> What the task asks
Check each line of the records below and collect those that include the word "lists".

(Material shown begins)

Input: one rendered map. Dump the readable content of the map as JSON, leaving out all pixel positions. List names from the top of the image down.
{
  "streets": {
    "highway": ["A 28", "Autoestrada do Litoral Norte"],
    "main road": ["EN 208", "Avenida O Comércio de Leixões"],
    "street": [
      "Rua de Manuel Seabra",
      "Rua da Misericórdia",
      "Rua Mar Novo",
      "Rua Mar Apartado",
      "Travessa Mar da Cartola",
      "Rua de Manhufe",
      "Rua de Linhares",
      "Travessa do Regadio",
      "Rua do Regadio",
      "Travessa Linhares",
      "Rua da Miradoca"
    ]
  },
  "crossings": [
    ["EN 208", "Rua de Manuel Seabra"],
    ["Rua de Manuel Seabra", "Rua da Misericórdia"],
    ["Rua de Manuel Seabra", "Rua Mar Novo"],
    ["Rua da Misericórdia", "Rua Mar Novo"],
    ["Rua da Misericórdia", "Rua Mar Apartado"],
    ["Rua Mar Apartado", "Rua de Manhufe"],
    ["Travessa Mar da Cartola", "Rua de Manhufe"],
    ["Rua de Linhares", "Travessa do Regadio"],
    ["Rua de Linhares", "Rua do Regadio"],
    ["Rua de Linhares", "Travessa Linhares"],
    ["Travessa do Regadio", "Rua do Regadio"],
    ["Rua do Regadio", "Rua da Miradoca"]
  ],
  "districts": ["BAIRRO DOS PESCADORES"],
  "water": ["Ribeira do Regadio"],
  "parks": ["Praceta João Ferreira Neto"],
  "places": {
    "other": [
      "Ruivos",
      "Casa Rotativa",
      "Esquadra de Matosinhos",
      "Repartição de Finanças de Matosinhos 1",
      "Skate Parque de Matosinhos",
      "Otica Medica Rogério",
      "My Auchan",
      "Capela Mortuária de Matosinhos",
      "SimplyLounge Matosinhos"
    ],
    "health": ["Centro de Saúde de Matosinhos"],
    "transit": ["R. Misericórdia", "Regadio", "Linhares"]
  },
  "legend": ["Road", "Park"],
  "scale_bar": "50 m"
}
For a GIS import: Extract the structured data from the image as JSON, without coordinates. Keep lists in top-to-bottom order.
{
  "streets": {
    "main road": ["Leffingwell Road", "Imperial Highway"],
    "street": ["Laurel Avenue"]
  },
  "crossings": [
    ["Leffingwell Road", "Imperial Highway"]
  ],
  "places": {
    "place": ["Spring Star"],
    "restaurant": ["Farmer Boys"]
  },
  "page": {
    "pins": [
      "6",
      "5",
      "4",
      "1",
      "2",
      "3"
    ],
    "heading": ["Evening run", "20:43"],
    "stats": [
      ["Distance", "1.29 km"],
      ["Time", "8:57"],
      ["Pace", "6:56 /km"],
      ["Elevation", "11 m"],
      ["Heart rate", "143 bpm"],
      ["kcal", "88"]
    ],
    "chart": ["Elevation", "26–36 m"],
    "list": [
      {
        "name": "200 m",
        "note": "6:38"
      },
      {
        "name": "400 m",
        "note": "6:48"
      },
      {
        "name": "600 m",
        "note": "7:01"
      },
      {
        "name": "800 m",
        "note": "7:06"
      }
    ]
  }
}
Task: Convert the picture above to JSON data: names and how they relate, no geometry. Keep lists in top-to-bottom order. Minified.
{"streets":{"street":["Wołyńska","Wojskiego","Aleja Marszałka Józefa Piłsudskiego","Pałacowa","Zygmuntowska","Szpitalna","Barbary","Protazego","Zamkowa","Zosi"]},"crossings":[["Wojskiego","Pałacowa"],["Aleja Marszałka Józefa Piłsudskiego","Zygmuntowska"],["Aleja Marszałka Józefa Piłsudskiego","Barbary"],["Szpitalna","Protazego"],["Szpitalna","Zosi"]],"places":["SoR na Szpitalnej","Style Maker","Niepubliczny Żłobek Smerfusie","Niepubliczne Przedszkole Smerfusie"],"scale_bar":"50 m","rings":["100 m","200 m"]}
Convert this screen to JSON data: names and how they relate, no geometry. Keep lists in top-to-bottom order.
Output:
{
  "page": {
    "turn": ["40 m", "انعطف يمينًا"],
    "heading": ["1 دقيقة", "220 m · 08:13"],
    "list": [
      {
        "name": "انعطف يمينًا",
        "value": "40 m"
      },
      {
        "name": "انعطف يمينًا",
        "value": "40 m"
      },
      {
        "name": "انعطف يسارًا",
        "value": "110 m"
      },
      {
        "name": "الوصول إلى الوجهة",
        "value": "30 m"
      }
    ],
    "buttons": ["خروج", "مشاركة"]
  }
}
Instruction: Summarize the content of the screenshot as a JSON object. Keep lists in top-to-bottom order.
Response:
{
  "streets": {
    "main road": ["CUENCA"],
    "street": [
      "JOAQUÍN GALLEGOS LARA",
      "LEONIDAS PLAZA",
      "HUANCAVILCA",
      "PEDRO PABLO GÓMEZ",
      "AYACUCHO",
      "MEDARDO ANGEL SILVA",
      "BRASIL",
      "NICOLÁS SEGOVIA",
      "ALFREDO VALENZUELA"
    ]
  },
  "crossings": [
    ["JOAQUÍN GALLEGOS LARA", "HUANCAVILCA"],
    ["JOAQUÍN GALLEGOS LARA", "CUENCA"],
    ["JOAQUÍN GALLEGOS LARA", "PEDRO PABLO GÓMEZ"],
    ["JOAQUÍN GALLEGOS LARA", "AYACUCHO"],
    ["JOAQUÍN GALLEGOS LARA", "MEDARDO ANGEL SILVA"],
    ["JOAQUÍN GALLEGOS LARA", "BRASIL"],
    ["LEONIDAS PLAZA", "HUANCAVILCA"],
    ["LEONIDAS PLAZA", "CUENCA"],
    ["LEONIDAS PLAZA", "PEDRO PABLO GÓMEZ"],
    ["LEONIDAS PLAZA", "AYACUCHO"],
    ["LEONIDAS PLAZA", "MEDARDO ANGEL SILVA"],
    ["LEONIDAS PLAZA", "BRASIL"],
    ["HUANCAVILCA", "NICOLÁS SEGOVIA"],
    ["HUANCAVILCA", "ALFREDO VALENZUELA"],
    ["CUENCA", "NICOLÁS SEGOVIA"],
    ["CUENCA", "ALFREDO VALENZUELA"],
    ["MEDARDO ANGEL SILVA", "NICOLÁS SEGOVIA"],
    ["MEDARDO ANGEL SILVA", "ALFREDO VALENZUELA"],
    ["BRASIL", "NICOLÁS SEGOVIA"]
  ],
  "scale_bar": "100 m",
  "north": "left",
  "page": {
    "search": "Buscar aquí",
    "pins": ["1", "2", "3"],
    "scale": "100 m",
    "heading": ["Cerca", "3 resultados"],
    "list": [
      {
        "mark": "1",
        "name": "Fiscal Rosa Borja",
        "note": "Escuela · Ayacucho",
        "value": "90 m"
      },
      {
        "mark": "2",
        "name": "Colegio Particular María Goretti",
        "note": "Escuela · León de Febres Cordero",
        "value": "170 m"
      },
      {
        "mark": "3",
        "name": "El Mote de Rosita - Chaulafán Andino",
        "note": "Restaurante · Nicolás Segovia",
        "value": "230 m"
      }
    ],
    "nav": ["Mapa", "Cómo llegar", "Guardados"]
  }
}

(Material shown ends)

> Reply to the exercise
For a GIS import: Extract the structured data from the image as JSON, without coordinates. Keep lists in top-to-bottom order.
Task: Convert the picture above to JSON data: names and how they relate, no geometry. Keep lists in top-to-bottom order. Minified.
Convert this screen to JSON data: names and how they relate, no geometry. Keep lists in top-to-bottom order.
Instruction: Summarize the content of the screenshot as a JSON object. Keep lists in top-to-bottom order.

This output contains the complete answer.